DATASET EXTRACT:
╭──

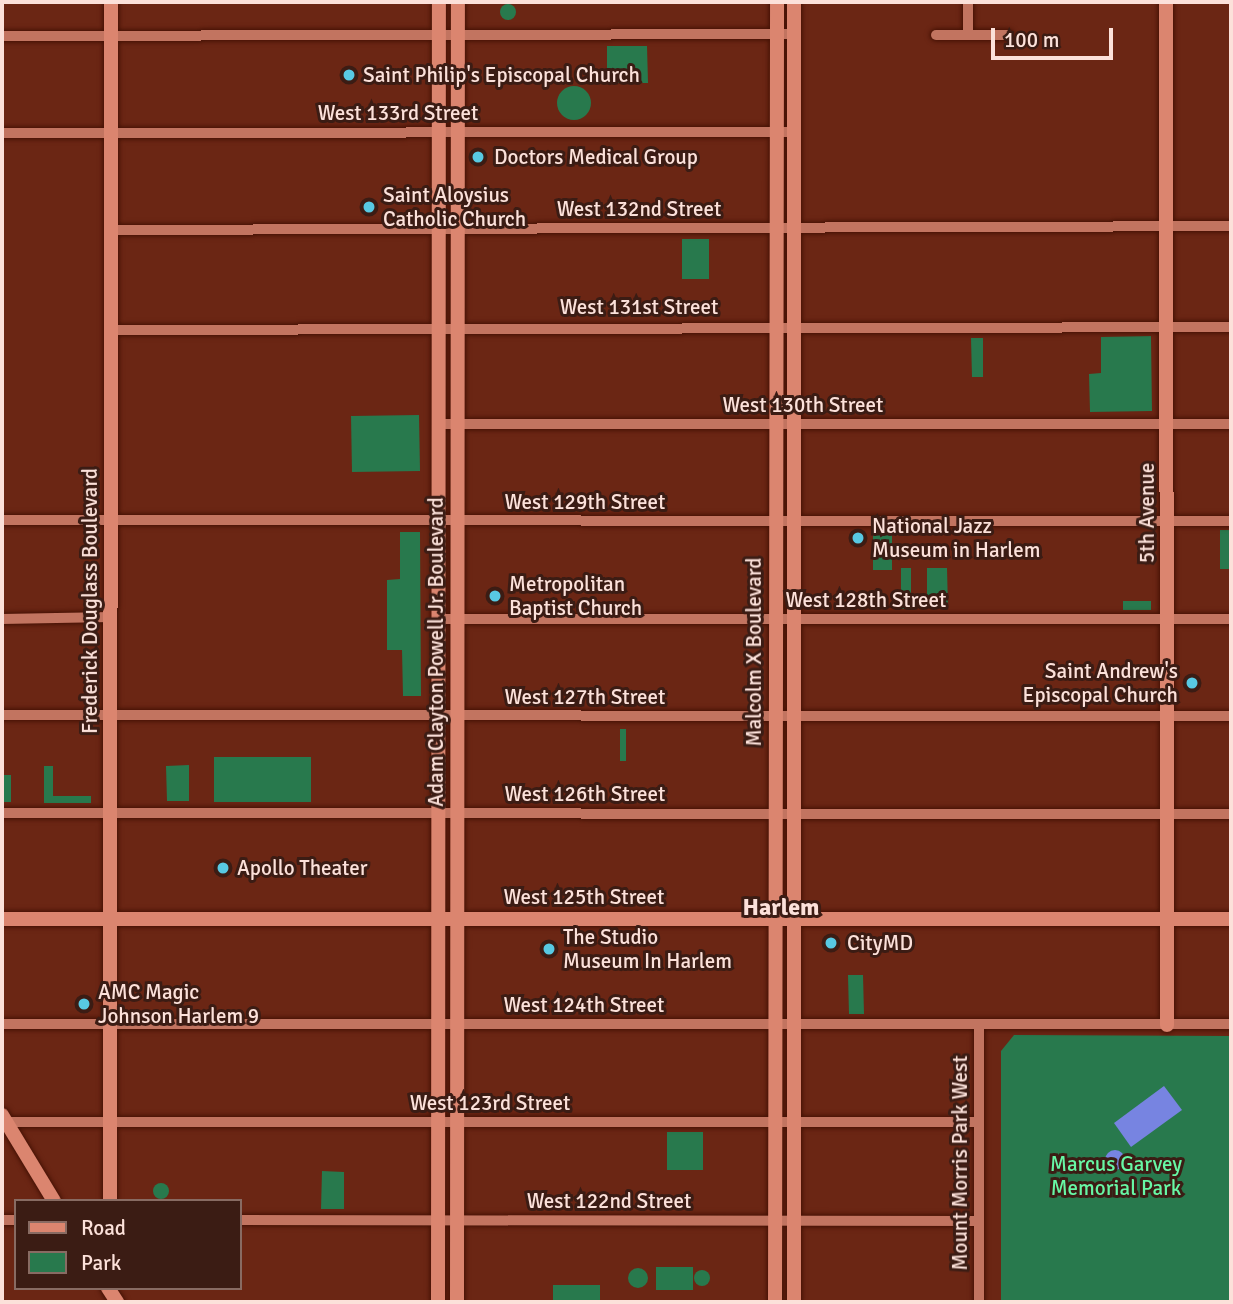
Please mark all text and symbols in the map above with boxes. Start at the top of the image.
scale bar [995,14,1118,58]
text: 100 m [1004,27,1059,53]
place label: Saint Philip's Episcopal Church [363,62,640,88]
marker: Saint Philip's Episcopal Church [341,67,357,83]
street label: West 133rd Street [318,100,478,126]
place label: Doctors Medical Group [494,144,698,170]
marker: Doctors Medical Group [468,147,488,167]
place label: Saint Aloysius Catholic Church [383,182,526,232]
street label: West 132nd Street [557,196,721,222]
marker: Saint Aloysius Catholic Church [361,199,377,215]
street label: West 131st Street [560,294,718,320]
street label: West 130th Street [723,392,883,418]
street label: 5th Avenue [1134,463,1160,563]
street label: Frederick Douglass Boulevard [77,468,103,734]
street label: West 129th Street [505,489,665,515]
street label: Adam Clayton Powell Jr. Boulevard [423,497,449,807]
place label: National Jazz Museum in Harlem [872,513,1040,563]
marker: National Jazz Museum in Harlem [850,530,866,546]
street label: Malcolm X Boulevard [741,558,767,746]
place label: Metropolitan Baptist Church [509,571,642,621]
street label: West 128th Street [786,587,946,613]
marker: Metropolitan Baptist Church [487,588,503,604]
place label: Saint Andrew's Episcopal Church [1023,658,1178,708]
marker: Saint Andrew's Episcopal Church [1184,675,1200,691]
street label: West 127th Street [505,684,665,710]
street label: West 126th Street [505,781,665,807]
place label: Apollo Theater [237,855,367,881]
marker: Apollo Theater [215,860,231,876]
street label: West 125th Street [504,884,664,910]
district label: Harlem [743,894,819,922]
place label: The Studio Museum In Harlem [563,924,732,974]
place label: CityMD [847,930,913,956]
marker: CityMD [821,933,841,953]
marker: The Studio Museum In Harlem [541,941,557,957]
place label: AMC Magic Johnson Harlem 9 [98,979,259,1029]
street label: West 124th Street [504,992,664,1018]
marker: AMC Magic Johnson Harlem 9 [76,996,92,1012]
street label: Mount Morris Park West [947,1055,973,1271]
street label: West 123rd Street [410,1090,570,1116]
park label: Marcus Garvey Memorial Park [1050,1151,1182,1201]
street label: West 122nd Street [527,1188,691,1214]
legend [14,1199,242,1290]
text: Road [81,1215,126,1241]
text: Park [81,1250,121,1276]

╰──

Repeat the listing above verbatim, but exclude the pictures it contains.

RESPONSE BOX:
Please mark all text and symbols in the map above with boxes. Start at the top of the image.
scale bar [995,14,1118,58]
text: 100 m [1004,27,1059,53]
place label: Saint Philip's Episcopal Church [363,62,640,88]
marker: Saint Philip's Episcopal Church [341,67,357,83]
street label: West 133rd Street [318,100,478,126]
place label: Doctors Medical Group [494,144,698,170]
marker: Doctors Medical Group [468,147,488,167]
place label: Saint Aloysius Catholic Church [383,182,526,232]
street label: West 132nd Street [557,196,721,222]
marker: Saint Aloysius Catholic Church [361,199,377,215]
street label: West 131st Street [560,294,718,320]
street label: West 130th Street [723,392,883,418]
street label: 5th Avenue [1134,463,1160,563]
street label: Frederick Douglass Boulevard [77,468,103,734]
street label: West 129th Street [505,489,665,515]
street label: Adam Clayton Powell Jr. Boulevard [423,497,449,807]
place label: National Jazz Museum in Harlem [872,513,1040,563]
marker: National Jazz Museum in Harlem [850,530,866,546]
street label: Malcolm X Boulevard [741,558,767,746]
place label: Metropolitan Baptist Church [509,571,642,621]
street label: West 128th Street [786,587,946,613]
marker: Metropolitan Baptist Church [487,588,503,604]
place label: Saint Andrew's Episcopal Church [1023,658,1178,708]
marker: Saint Andrew's Episcopal Church [1184,675,1200,691]
street label: West 127th Street [505,684,665,710]
street label: West 126th Street [505,781,665,807]
place label: Apollo Theater [237,855,367,881]
marker: Apollo Theater [215,860,231,876]
street label: West 125th Street [504,884,664,910]
district label: Harlem [743,894,819,922]
place label: The Studio Museum In Harlem [563,924,732,974]
place label: CityMD [847,930,913,956]
marker: CityMD [821,933,841,953]
marker: The Studio Museum In Harlem [541,941,557,957]
place label: AMC Magic Johnson Harlem 9 [98,979,259,1029]
street label: West 124th Street [504,992,664,1018]
marker: AMC Magic Johnson Harlem 9 [76,996,92,1012]
street label: Mount Morris Park West [947,1055,973,1271]
street label: West 123rd Street [410,1090,570,1116]
park label: Marcus Garvey Memorial Park [1050,1151,1182,1201]
street label: West 122nd Street [527,1188,691,1214]
legend [14,1199,242,1290]
text: Road [81,1215,126,1241]
text: Park [81,1250,121,1276]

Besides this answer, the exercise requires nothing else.